Monday, October 29, 2007

Convenience, not principle

For all the protestations of patriotism and public service, the vast majority of our national leaders are less interested in principle than they are political pragmatism. Consider:

Exhibit A: Campaign contributions tend to follow political success, since people want to back winners in the hope of gaining access and influence. So when the Republicans were ascendant after 1994, Democrats decried the influence of their large campaign contributers.

Listen to the crickets chirp now:

Hillary Clinton's campaign for president is a bigger business than the city of Charleston (WV). As of Sept. 30, she had hired 697 people, and raised just slightly less than $80 million. Charleston's budget is less than $70 million.

It takes a village...

By comparison, Republicans are paupers, unable as a group of 10 to raise $80 million combined.

This year, the left is stone cold silent on the "negatives" of big money "buying" elections.
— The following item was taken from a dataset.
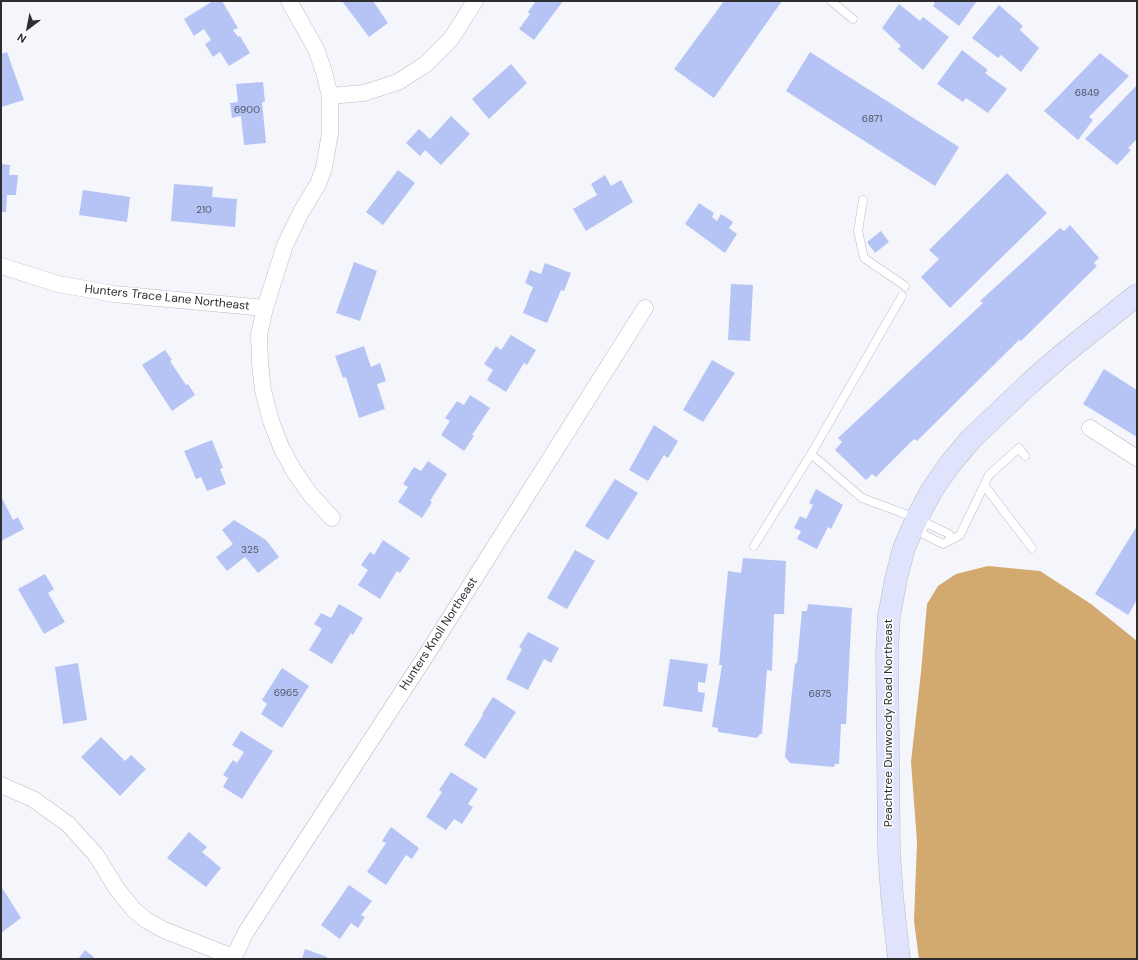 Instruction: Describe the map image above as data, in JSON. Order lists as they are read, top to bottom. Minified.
{"streets":{"street":["Hunters Trace Lane Northeast","Hunters Knoll Northeast","Peachtree Dunwoody Road Northeast"]},"house_numbers":["6849","6900","6871","210","325","6965","6875"],"north":"bottom left"} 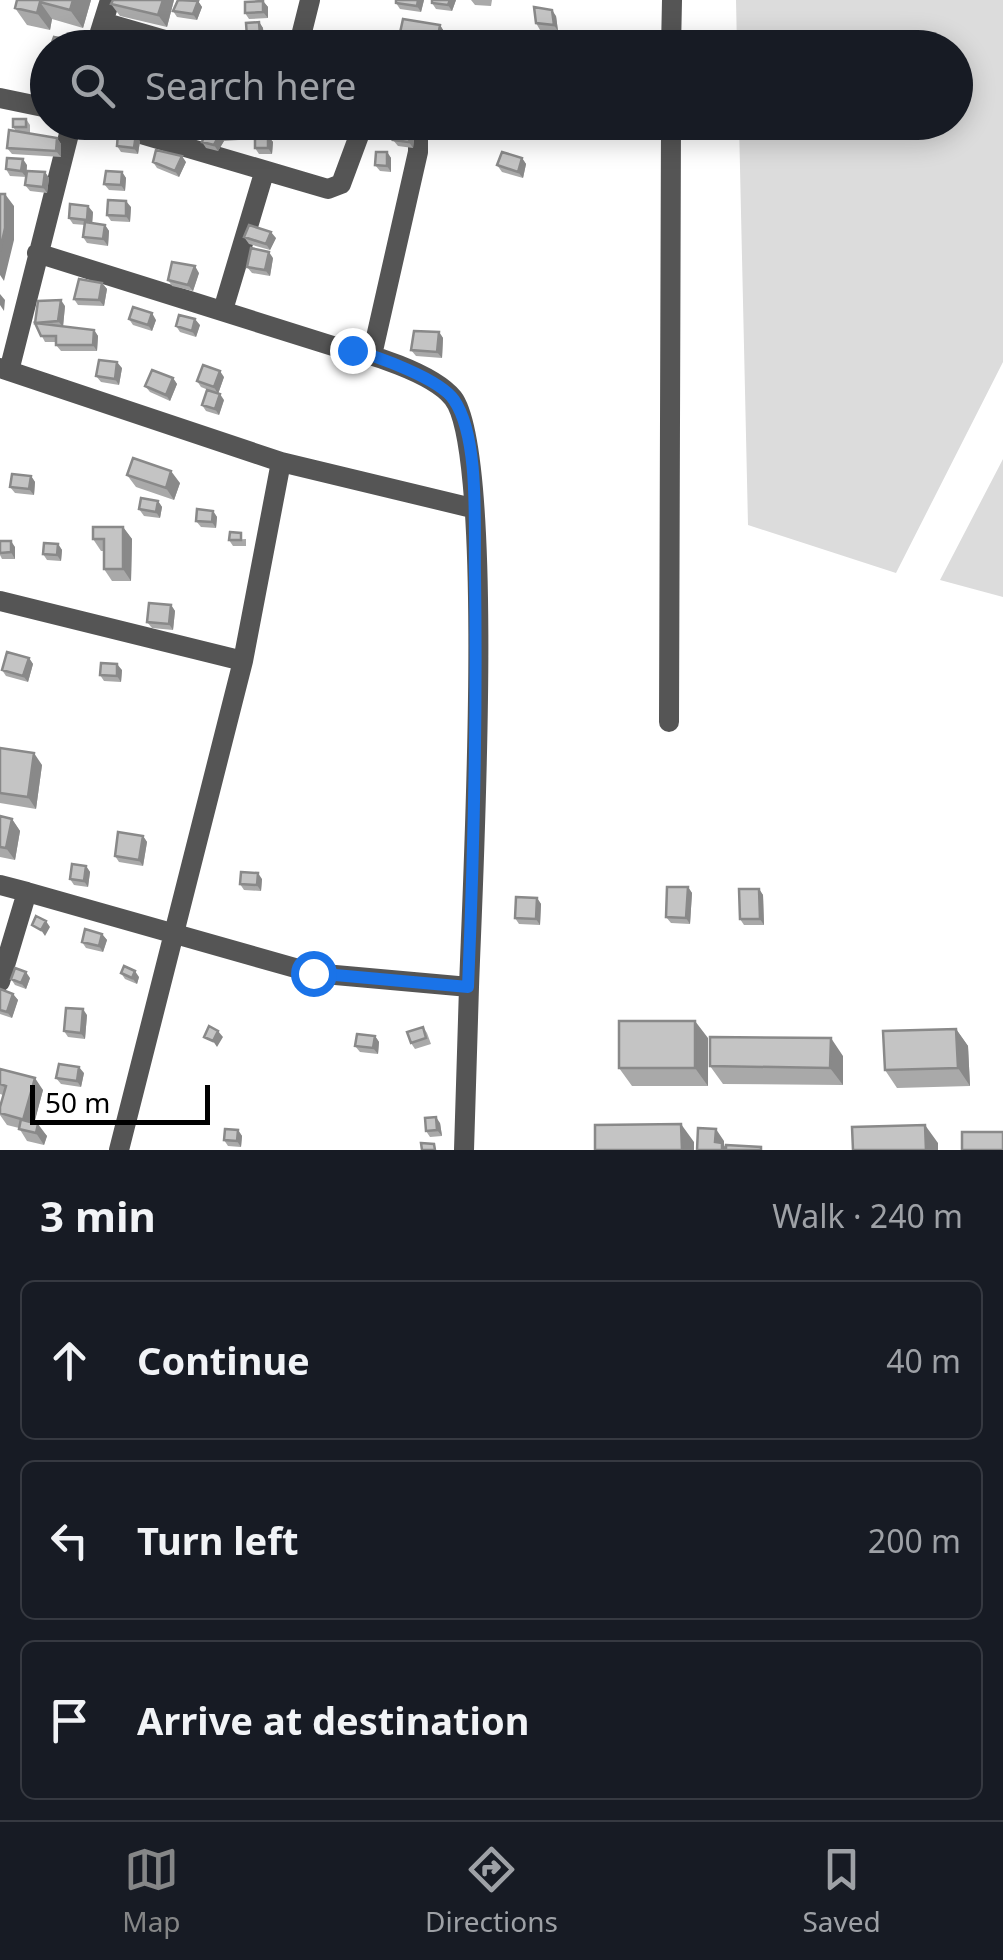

I guess when billionaires such as George Soros are signing big checks to groups like MoveOn, you kick campaign finance "reform" to the curb.

Exhibit B: The same people who would shout down presenters with whom they disagree would also love to regulate or ban speech on the public airwaves that is injurious to their pet causes. Seems to me supporting the First Amendment should be a slam dunk. But then, I'm not a triangulating politician...
...the Fairness Doctrine has always had fans in the corridors of power because it gave incumbents a way of muzzling their opponents. The Kennedy administration used it as a political weapon. Bill Ruder, Kennedy's assistant secretary of commerce, explained: "Our strategy was to use the Fairness Doctrine to challenge and harass right-wing broadcasters and hope that the challenges would be so costly to them that they would be inhibited and decide it was too expensive to continue." The Nixon administration similarly used the doctrine to torment left-wing broadcasters.